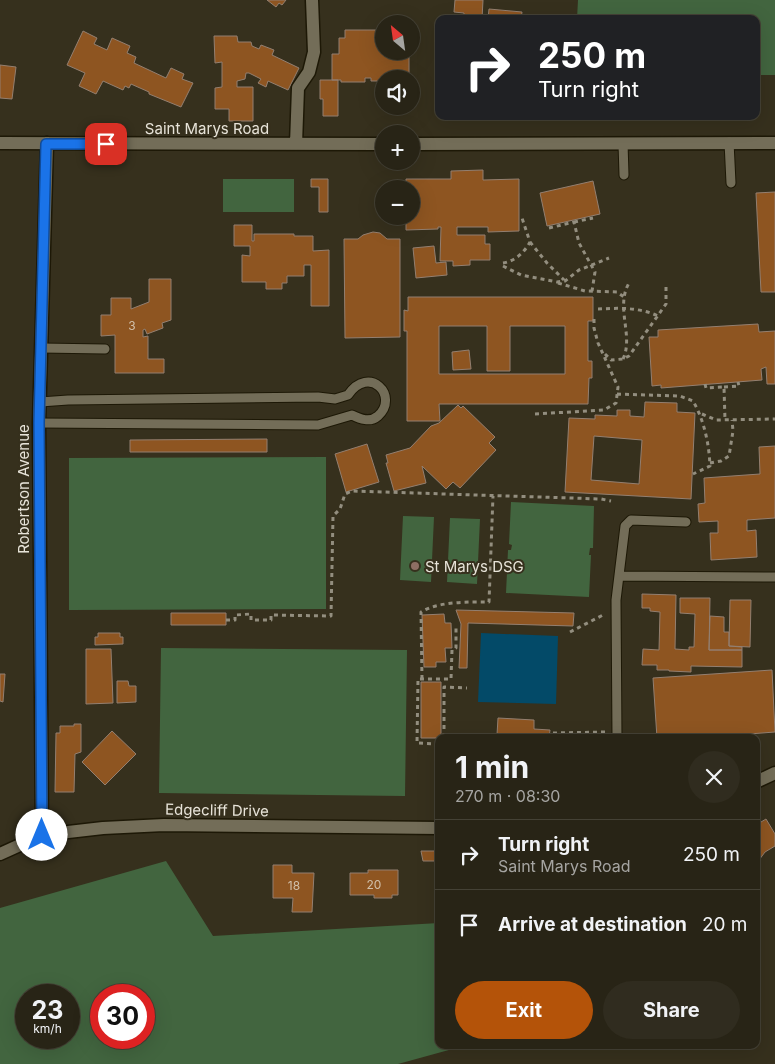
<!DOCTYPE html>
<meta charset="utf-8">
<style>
body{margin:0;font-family:Inter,sans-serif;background:#302c1f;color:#f1f3f6;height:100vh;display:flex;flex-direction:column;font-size:19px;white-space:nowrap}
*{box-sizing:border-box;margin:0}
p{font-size:16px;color:#a5a4a1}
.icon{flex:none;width:28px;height:28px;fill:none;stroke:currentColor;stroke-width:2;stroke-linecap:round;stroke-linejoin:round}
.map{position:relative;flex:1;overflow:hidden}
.side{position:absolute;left:435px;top:734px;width:325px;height:315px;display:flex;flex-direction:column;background:#282416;border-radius:10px;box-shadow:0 5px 20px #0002,0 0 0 1px #444135}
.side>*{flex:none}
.guide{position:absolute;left:435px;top:15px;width:325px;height:105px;border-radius:10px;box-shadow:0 5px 20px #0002,0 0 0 1px #444135;background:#202124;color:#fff;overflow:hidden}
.needle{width:32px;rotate:331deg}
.buttons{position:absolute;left:375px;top:15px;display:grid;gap:10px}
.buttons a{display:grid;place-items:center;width:45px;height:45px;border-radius:50%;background:#282416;box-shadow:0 5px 20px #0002,0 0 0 1px #444135;font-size:25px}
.speed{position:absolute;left:15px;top:984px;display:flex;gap:10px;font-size:25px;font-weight:700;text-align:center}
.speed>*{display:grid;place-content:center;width:65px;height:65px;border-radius:50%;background:#282416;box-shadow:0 5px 20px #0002,0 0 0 1px #444135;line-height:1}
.speed small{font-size:12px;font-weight:400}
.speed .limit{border:8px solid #d22;background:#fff;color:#111}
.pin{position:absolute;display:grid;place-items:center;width:42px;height:42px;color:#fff;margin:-21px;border-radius:10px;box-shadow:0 2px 8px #0006}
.me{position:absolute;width:55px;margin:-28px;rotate:0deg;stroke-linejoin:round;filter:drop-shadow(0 0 4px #0008)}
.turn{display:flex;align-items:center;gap:18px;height:105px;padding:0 20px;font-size:22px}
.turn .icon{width:65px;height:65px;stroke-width:2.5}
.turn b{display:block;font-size:35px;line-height:42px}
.round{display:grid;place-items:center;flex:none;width:52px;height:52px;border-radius:26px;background:#302c1f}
.head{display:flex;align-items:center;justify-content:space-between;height:85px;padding:0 20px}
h1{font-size:30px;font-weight:700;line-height:38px}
.primary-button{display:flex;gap:10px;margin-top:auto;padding:10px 20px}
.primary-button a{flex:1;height:58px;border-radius:30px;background:#b45309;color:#fff;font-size:20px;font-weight:700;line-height:58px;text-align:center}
.primary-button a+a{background:#302c1f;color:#f1f3f6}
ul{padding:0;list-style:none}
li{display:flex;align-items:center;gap:15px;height:70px;padding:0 20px;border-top:1px solid #444135}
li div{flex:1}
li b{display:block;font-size:19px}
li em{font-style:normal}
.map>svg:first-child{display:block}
.green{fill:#42653f;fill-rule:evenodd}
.water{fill:#034a68}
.building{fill:#8e5521;stroke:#937f70;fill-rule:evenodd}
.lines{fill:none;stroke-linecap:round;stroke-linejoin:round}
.lane-casing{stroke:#1d1806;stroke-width:11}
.street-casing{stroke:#1d1806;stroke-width:15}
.path{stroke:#938e7f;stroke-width:3;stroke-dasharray:4 4;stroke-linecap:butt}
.lane{stroke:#736d58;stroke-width:9}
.street{stroke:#736d58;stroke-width:12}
.route-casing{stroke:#114b97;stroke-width:12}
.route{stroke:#1a73e8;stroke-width:9}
.education-dot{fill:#8d6e63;stroke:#36301d;stroke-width:2}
.labels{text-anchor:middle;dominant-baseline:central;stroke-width:4;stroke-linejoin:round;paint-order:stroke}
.number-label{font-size:12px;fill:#d1c0aa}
.street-label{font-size:15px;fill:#e7e3d8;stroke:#36301d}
.poi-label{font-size:15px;fill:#e7e3d8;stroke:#36301d;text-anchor:start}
</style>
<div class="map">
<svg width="775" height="1064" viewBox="0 0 775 1064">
<rect width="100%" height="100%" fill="#36301d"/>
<path class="green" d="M578 0H775V75H756V19H577Z
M223 179H294V212H223Z
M326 457V609L69 610V458Z
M511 502 594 506 593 548H590L589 555H591L589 597 506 593 508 550H511L512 545 509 544Z
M403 516 434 517 431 582 400 580Z
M450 518 480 519 477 584 447 582Z
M161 648 407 650 405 796 159 793Z
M166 861 213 936 439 923V1045H467L398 1064H0V908ZM26 995H69V1038H26ZM101 995H144V1038H101Z"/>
<path class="water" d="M481 633 558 636 556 704 478 702Z"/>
<path class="building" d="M267 0H286L282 5 279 3 276 7Z
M455 0H483L482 19H453V16L464 17V13L454 12Z
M489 9 522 12 521 19H488Z
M345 30H380V40H384V51H409V79H384V81H371V78H365V82H341V80H332V54H339V38H345Z
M83 31 97 38 94 44 107 50 112 38 130 46 127 53 136 57 134 63 166 78 171 68 184 74 182 79 193 83 181 107 149 94V92L131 84 129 88 125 86 123 90 103 81 96 94 79 86 85 73 67 65Z
M214 36H237L238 42H251L252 46 259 49 261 45 274 50 272 55 299 68 288 90 268 81 266 87 258 83 261 79 249 73H246L245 79 237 81V87H253V121H229V109H215V88L222 87V62L215 63Z
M0 65 16 67 12 99 0 98Z
M320 80H338V116H323V99H320Z
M483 170V180L519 179V231L488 232V227H457V235H485V244H490V260H470V265L453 266V261H440L441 227H438V229L406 230V216H411V189H406V179H451V171Z
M311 179H328V212H319V187H311Z
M593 181 600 214 547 226 540 193Z
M775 192V292H761L756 193Z
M234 225H252V241H254V234H294V236H313V251L329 250V306H311V265H304V276H287V283H282V289H266V282H242V255L250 256V246H234Z
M373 232 380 233 387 239H400V337L345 338 344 239H358L363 235Z
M434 246 436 263 446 262 447 275 416 278 413 248Z
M149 279H171V320L162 323 163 328 147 334 145 329 143 330V337L148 336V359H164V373H115V335L101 336V315H111V298H131V309L149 302Z
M408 297H593V321H588V361H592V378H589L588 404H439L440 421H407V331H404V310L408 311ZM439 326H487V371H510V326H565V374H439Z
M758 324 759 332 775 331V384H767L766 367 761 369 762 380 661 388V385L652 386 649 337H658V330Z
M469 350 471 369 453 370 452 352Z
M645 402 677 403V412L695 413 691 499 565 492 569 418 595 419V415L617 416V410H630V416L644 417ZM594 436 642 440 639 484 591 480Z
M458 405 461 408 463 406 495 437 489 443 496 450 460 488 453 482 446 489 422 466 426 483 394 491 386 463H388L386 455 410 448 431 426 439 423Z
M267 439V452H130V440Z
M367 444 379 482 346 492 335 454Z
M775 446V518L747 520V531L756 530 757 557 711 560 710 533H718V521L699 522 698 504 705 503 704 478 760 474 759 447Z
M642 594 676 595 675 649 689 650V647H694L695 614 680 613V598H710L709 650H742V667L691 666V672L669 671V670H657V665H642L643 649 659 650 660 612 650 611V608H642Z
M730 600H751L750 647 729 646Z
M456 610 574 613 573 626 468 623 467 668H459L461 624Z
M171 613H226V625H171Z
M444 614 445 623H451L452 648H445L446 662H436V667H424L422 615Z
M710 616 724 617V632H729V646L742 647V650H709Z
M98 633H120V637H123V644L95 645V637H98Z
M86 649H111L113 703 86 704Z
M772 670 775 732 698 738H657L653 678Z
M0 674H5L3 702 0 701Z
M117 681H128L129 686H136V702L117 703Z
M421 682H441V738H421Z
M498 718 534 720V729L550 730 549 738H499L497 735Z
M74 724H81V752L75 754 74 792H55L56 733H60V726H74Z
M112 731 136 754 105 785 82 762Z
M766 819 775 834V846L765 852 756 864V825Z
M421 851H439V861H423Z
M273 865H292V873H314L312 912H292L293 898H273Z
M368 870H398V895H392V898H374V895H350V873H368Z"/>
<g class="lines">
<defs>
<path id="lane" d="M729 142 731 183
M623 143 624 175
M41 348 105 349
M39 423 318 425 352 415C360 419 370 423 378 416 400 396 369 364 348 395L335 399 318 397 68 400 40 402
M619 576 775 577
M617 738 616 600 625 526 631 520 686 522"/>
<path id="street" d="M0 143 384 144
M296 144 298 88 309 72 314 52 312 0
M411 144 775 143
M756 782 775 773
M42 835 39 423 47 143
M0 854 42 835 103 828 164 825 439 828"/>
</defs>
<use href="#lane" class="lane-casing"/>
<use href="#street" class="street-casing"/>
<path class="path" d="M574 222 593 218
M549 228 574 222 579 243 595 272 592 291
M530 242 547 263 564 280
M503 263C515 261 524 253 530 242L521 215
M503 266 521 275 557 282 565 281 579 270 609 258
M558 283 585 291 617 292 624 297
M598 309C618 308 639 307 658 316
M605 354 611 360 623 359 629 356 666 304V284
M623 359C634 336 615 307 629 283
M705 384 706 388 724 387 725 420
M724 387 739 386 738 382
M617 394 680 396 693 401C704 420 709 443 710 466L693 474
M535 414 604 410 616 403 618 387 598 343 594 328V319
M702 414 716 420 775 419
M710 463 721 461 729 456 733 431 732 420
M226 620H235V615L251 614V620H271V615L331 616 333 516 340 509 345 494 352 491 601 499 611 501
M570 632 603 615
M422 679 421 612C440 601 468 602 489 602L493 496
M553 733 605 732
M444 737V687L467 688
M439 744 417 743 418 679H451L452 650 456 648V626"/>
<use href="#lane" class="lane"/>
<use href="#street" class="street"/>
</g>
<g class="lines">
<defs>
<path id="route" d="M42 835 39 423 46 144H106"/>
</defs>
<use href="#route" class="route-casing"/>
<use href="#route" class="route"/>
</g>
<circle class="education-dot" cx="415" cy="566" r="5"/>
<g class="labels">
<g class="number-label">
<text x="132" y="325">3</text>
<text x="374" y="884">20</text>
<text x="294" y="885">18</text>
</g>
<g class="street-label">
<text x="207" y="128">Saint Marys Road</text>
<text transform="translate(23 489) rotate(-90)">Robertson Avenue</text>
<text transform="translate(217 810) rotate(1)">Edgecliff Drive</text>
</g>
<g class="poi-label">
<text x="425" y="566">St Marys DSG</text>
</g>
</g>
</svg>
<div class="buttons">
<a><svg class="needle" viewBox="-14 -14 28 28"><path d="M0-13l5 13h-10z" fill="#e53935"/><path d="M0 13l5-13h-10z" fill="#a5a4a1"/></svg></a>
<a><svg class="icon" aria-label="sound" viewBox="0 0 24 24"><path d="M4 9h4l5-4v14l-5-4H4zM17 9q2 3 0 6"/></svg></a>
<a>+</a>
<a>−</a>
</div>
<div class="speed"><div>23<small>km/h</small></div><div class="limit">30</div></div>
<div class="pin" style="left:106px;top:144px;background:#d93025"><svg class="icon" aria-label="arrive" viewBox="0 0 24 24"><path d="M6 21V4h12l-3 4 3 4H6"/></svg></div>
<svg class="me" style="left:42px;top:835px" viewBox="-20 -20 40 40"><circle r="19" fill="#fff"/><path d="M0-13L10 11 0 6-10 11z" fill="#1a73e8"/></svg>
<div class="guide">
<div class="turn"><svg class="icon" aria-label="right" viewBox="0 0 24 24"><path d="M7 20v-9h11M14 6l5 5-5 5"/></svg><div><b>250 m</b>Turn right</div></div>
</div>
<section class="side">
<div class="head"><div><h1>1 min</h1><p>270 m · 08:30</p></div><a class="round"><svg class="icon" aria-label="close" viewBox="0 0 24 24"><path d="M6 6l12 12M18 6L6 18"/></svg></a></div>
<ul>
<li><svg class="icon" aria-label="right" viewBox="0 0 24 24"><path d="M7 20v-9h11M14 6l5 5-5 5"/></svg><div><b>Turn right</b><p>Saint Marys Road</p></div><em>250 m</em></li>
<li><svg class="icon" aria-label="arrive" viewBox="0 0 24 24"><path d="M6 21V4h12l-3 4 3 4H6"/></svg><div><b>Arrive at destination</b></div><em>20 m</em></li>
</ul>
<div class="primary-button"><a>Exit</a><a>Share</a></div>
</section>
</div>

________________________________________

Going over every line of the entries, tally those containing the string "solid" and report only the figure.

> _The answer_: 2